Am plätschernden Ufer des Sees oberhalb der Stadt und der Bahngleise blieben meine Frau und ich stehen.
Wir staunten nicht schlecht, als wir zwei schillernde Bienenfresser sahen, die sich in der grünen Morgenbrise über unseren Köpfen balgten und miteinander rangen.
Sie hockten auf einem Ast und sangen eine Morgenhymne, eine Ode an die Freude und die Morgenpracht des Frühlings.
Ihre schwarzen und orangefarbenen Kehlen vibrierten inmitten der grünen, zitternden Espenblätter, während das leise Plätschern des Sees einen Kontrapunkt setzte.
Sie waren erhaben.
Auch ich spürte ein Beben, einen Schauer über den Rücken, als mir Assoziationen durch den Kopf schossen. Gedichte, Lieder, Erinnerungen an andere frühmorgendliche Spaziergänge.
Der Rausch, das Hochgefühl, die Euphorie – schon fast erotisch, die den Frühlingsbeginn begleitet.
Hoffnung und das lockere Gefühl, ewig jung zu sein. Keine Lösung für irgendetwas, nur Ehrfurcht vor der Existenz.
Nichts hat sich geändert, außer ein paar Jahren mehr….
Indem ich schnell in Worte fasste, was ich vor einer halben Stunde fühlte, schöpfte ich aus einem riesigen Fundus persönlicher und kultureller Erinnerungen, die mir auf dem Heimweg ohne viel Nachdenken einfielen.

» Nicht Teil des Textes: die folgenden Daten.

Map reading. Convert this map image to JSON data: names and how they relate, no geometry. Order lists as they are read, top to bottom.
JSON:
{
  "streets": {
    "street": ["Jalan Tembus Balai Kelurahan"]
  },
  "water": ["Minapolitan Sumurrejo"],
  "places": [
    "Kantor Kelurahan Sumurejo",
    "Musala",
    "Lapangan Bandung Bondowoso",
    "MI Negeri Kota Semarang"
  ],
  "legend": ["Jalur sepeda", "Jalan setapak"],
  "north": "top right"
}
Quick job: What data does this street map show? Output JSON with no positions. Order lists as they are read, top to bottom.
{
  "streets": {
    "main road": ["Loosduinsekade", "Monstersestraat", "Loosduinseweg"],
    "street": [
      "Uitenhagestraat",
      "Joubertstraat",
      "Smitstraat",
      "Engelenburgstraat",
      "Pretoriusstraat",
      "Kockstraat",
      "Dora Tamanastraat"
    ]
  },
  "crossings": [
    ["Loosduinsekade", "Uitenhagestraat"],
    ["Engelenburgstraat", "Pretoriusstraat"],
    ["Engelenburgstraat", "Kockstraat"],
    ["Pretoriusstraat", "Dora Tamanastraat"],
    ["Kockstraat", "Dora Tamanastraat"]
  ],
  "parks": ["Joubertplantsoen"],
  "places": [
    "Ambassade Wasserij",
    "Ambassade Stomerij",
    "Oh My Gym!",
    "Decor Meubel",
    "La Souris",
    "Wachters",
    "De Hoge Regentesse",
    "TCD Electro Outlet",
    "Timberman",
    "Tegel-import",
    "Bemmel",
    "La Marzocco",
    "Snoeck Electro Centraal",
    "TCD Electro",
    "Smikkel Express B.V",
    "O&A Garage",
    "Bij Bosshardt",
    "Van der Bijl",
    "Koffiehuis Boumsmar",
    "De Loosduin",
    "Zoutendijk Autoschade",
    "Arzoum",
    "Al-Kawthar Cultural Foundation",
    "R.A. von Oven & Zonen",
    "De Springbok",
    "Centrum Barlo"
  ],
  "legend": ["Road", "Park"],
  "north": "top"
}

Worte, die ohne Nachdenken aneinandergereiht wurden.
Sie haben sie gerade gelesen.
Ich fühlte mich gedrängt, sie zu erzählen.
Wenn ich jetzt hier sitze und nachdenke, denke ich über Kultur nach und darüber, was sie bedeuten könnte. In meinem Fall wurde mir von meinen Eltern und der Schule von klein auf die Liebe zur Musik, zur Poesie und zur Kunst mitgegeben. Ich weiß sehr wohl, dass nicht jeder so viel Glück hat und dass Kultur in jedem Fall viele Bedeutungen hat. “Kultur”, schreibt Raymond Williams, “ist eines der zwei oder drei kompliziertesten Wörter in der englischen Sprache”. Von seiner ursprünglichen wörtlichen Bedeutung, das Land zu kultivieren, über Hoch-, Niedrig- und Mittelkultur bis hin zu so vielen anderen Bedeutungen und Konflikten, die oft mit Fragen der sozialen Klasse zusammenhängen.

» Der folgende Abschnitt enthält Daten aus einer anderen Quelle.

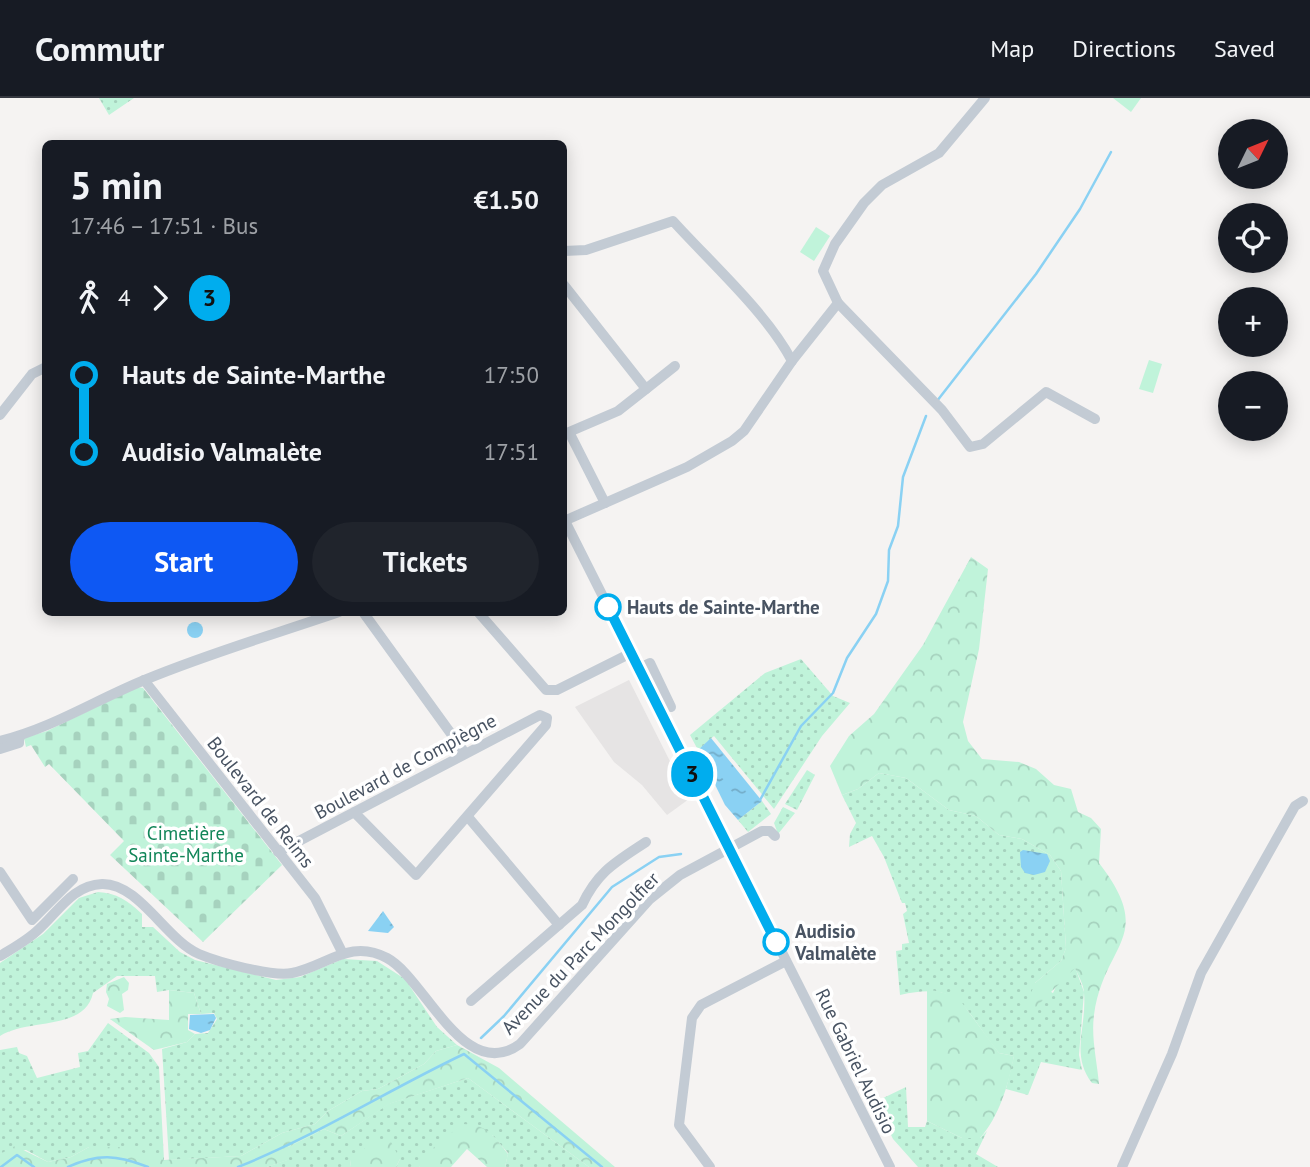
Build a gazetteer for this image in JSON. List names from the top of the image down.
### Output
{
  "streets": {
    "street": [
      "Boulevard de Compiègne",
      "Boulevard de Reims",
      "Avenue du Parc Mongolfier",
      "Rue Gabriel Audisio"
    ]
  },
  "crossings": [
    ["Boulevard de Compiègne", "Boulevard de Reims"],
    ["Boulevard de Reims", "Avenue du Parc Mongolfier"],
    ["Avenue du Parc Mongolfier", "Rue Gabriel Audisio"]
  ],
  "parks": ["Cimetière Sainte-Marthe"],
  "places": ["Hauts de Sainte-Marthe", "Audisio Valmalète"],
  "lines": ["bus line 3"],
  "north": "top right",
  "page": {
    "header": "Commutr",
    "nav": ["Map", "Directions", "Saved"],
    "on_map": "3",
    "map_buttons": ["+", "−"],
    "heading": ["5 min", "17:46 – 17:51 · Bus", "€1.50"],
    "legs": ["4", "3"],
    "list": [
      {
        "name": "Hauts de Sainte-Marthe",
        "value": "17:50"
      },
      {
        "name": "Audisio Valmalète",
        "value": "17:51"
      }
    ],
    "buttons": ["Start", "Tickets"]
  }
}
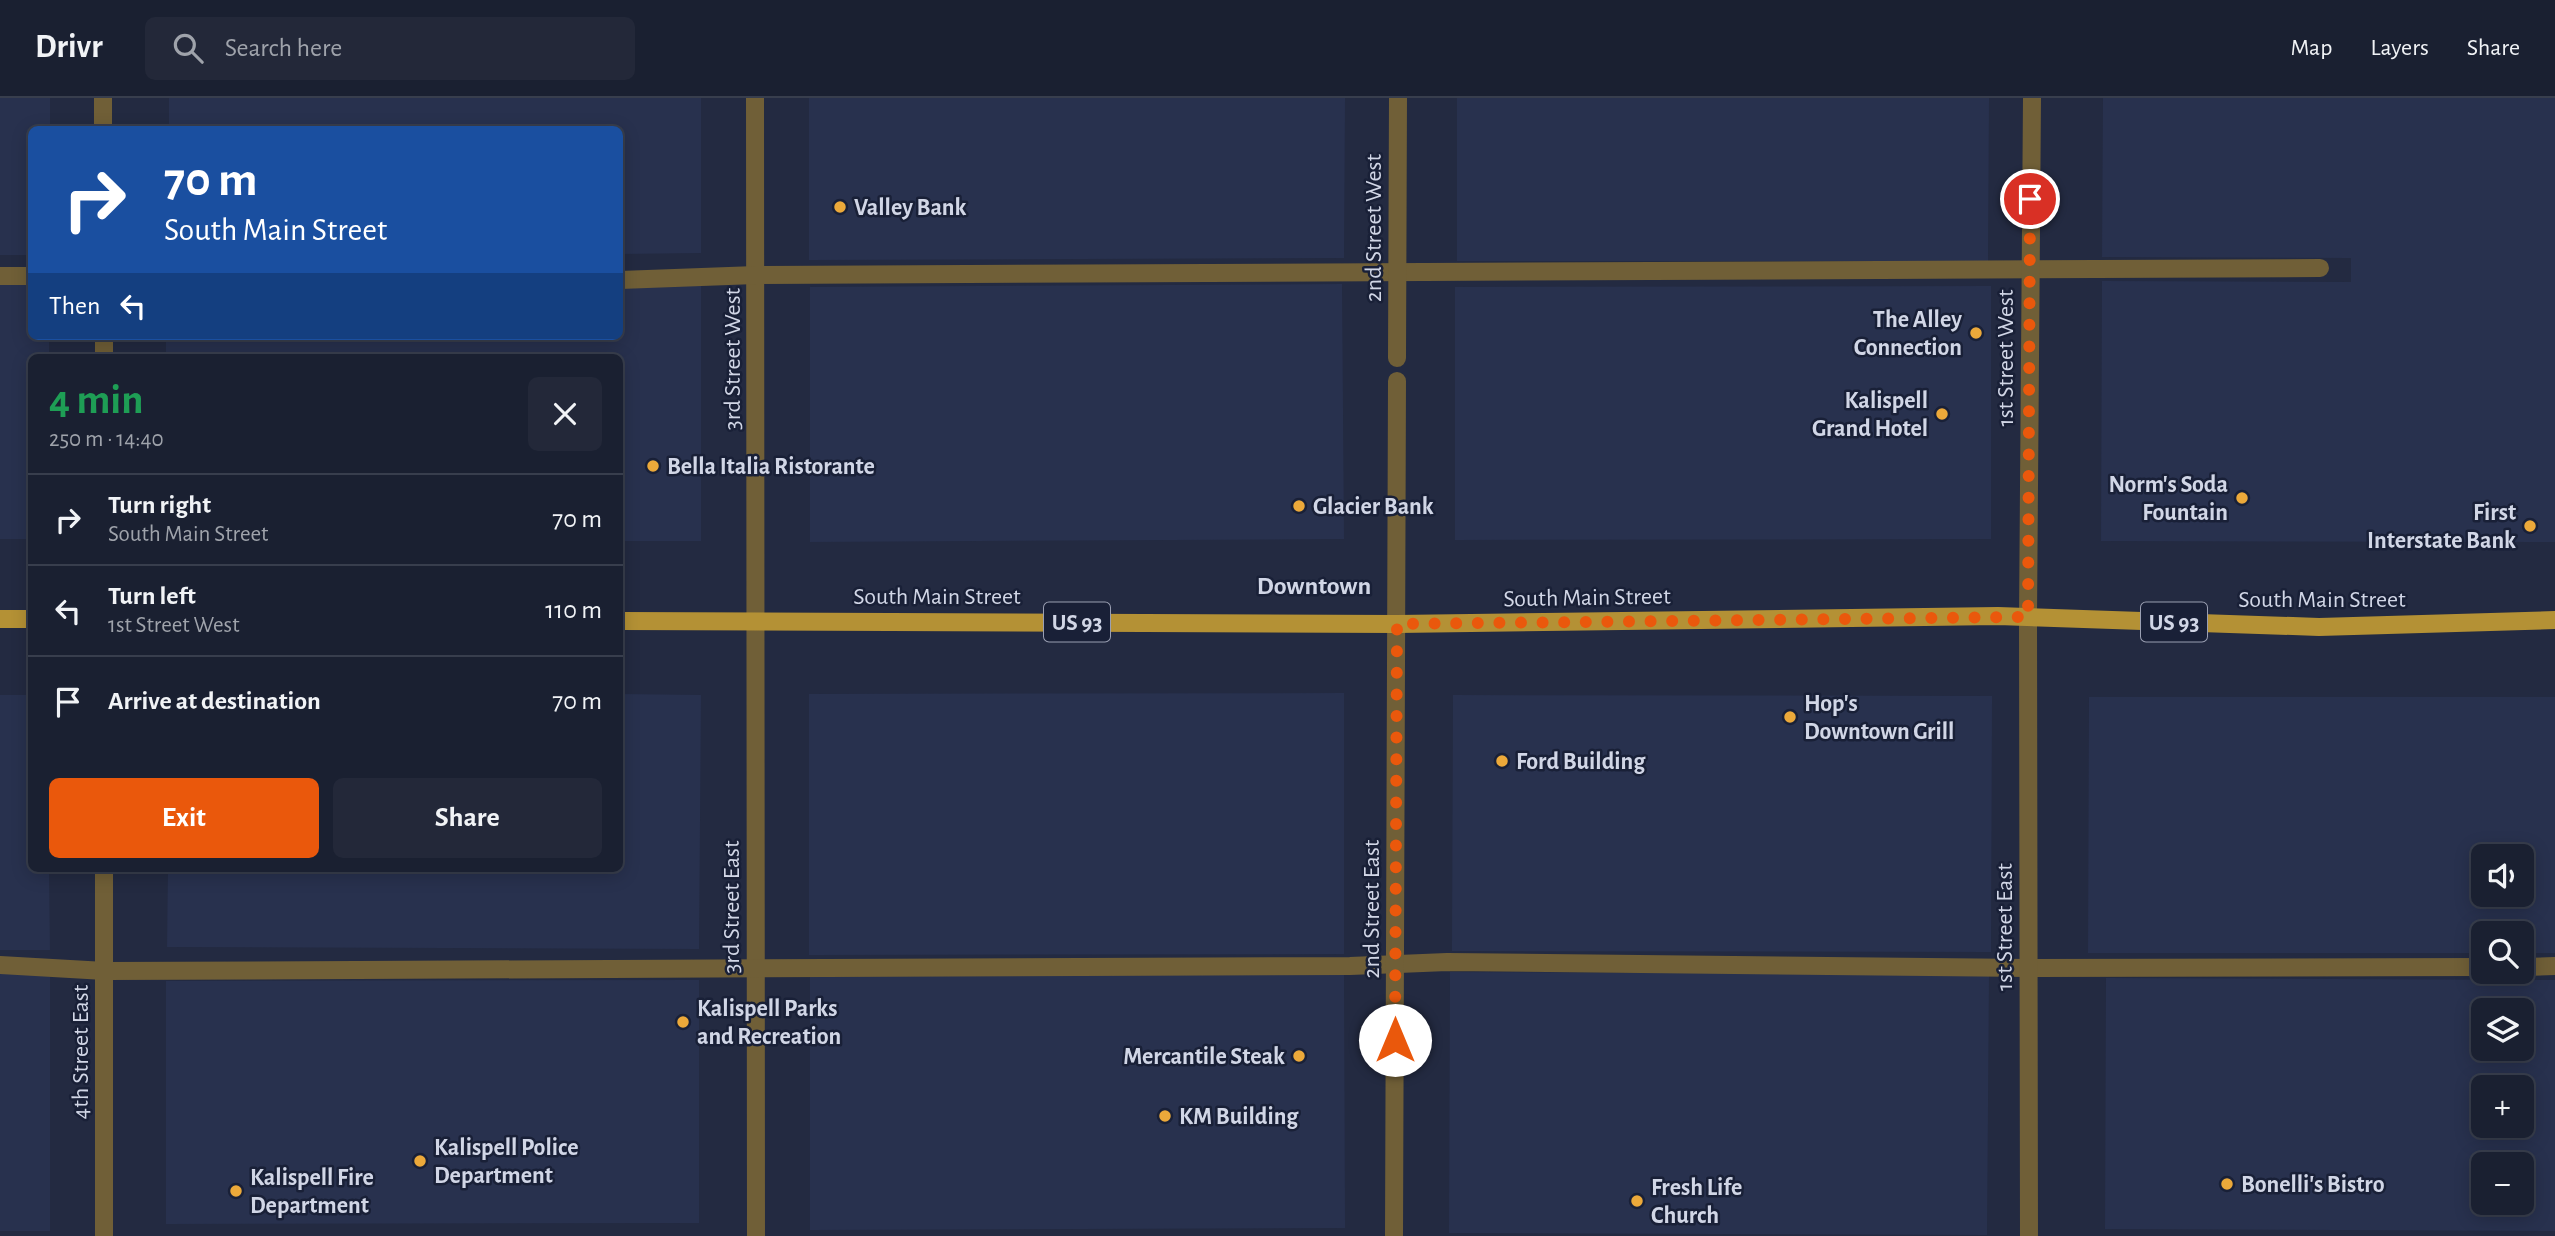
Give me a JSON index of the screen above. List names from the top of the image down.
{
  "streets": {
    "main road": ["South Main Street", "US 93"],
    "street": [
      "2nd Street West",
      "1st Street West",
      "3rd Street West",
      "3rd Street East",
      "2nd Street East",
      "1st Street East",
      "4th Street East"
    ]
  },
  "crossings": [
    ["1st Street West", "South Main Street"],
    ["1st Street West", "1st Street East"],
    ["3rd Street West", "South Main Street"],
    ["3rd Street West", "3rd Street East"],
    ["South Main Street", "3rd Street East"],
    ["South Main Street", "2nd Street East"],
    ["South Main Street", "1st Street East"]
  ],
  "districts": ["Downtown"],
  "places": [
    "Valley Bank",
    "The Alley Connection",
    "Kalispell Grand Hotel",
    "Bella Italia Ristorante",
    "Norm's Soda Fountain",
    "Glacier Bank",
    "First Interstate Bank",
    "Hop's Downtown Grill",
    "Ford Building",
    "Kalispell Parks and Recreation",
    "Mercantile Steak",
    "KM Building",
    "Kalispell Police Department",
    "Bonelli's Bistro",
    "Kalispell Fire Department",
    "Fresh Life Church"
  ],
  "page": {
    "header": "Drivr",
    "search": "Search here",
    "nav": ["Map", "Layers", "Share"],
    "turn": ["70 m", "South Main Street"],
    "then": "Then",
    "heading": ["4 min", "250 m · 14:40"],
    "list": [
      {
        "name": "Turn right",
        "note": "South Main Street",
        "value": "70 m"
      },
      {
        "name": "Turn left",
        "note": "1st Street West",
        "value": "110 m"
      },
      {
        "name": "Arrive at destination",
        "value": "70 m"
      }
    ],
    "buttons": ["Exit", "Share"],
    "map_buttons": ["+", "−"]
  }
}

Es gibt Kulturen und Kultur.
Wenn ich von kulturellen Erinnerungen spreche, dann meine ich meine Erinnerungen, nicht die von anderen.
Ich habe früh gelernt, dass die Musik von Versen, der Klang von Vögeln in den Bäumen, das Rauschen eines Baches, der über Felsen plätschert, das Plätschern von leidenschaftlich gesprochenen Worten, die Platzierung einer bestimmten blauen Farbe auf einer Leinwand, die Stimme eines Sängers, die eine Melodie der Freude oder der Traurigkeit verströmt und die Schwingungen eines Instruments alle mit der Ehrfurcht verbunden sind, die ich als Messdiener empfand, wenn ich die Glocken läutete und lateinische Antworten wiederholte, deren volle Bedeutung ich inmitten von Weihrauch und Kerzenrauch gar nicht erfassen konnte:
Et introibo ad altare Dei: ad Deum qui laetificat juventutem mea
“Und ich gehe zum Altar Gottes, zu Gott, der meiner Jugend Freude schenkt”.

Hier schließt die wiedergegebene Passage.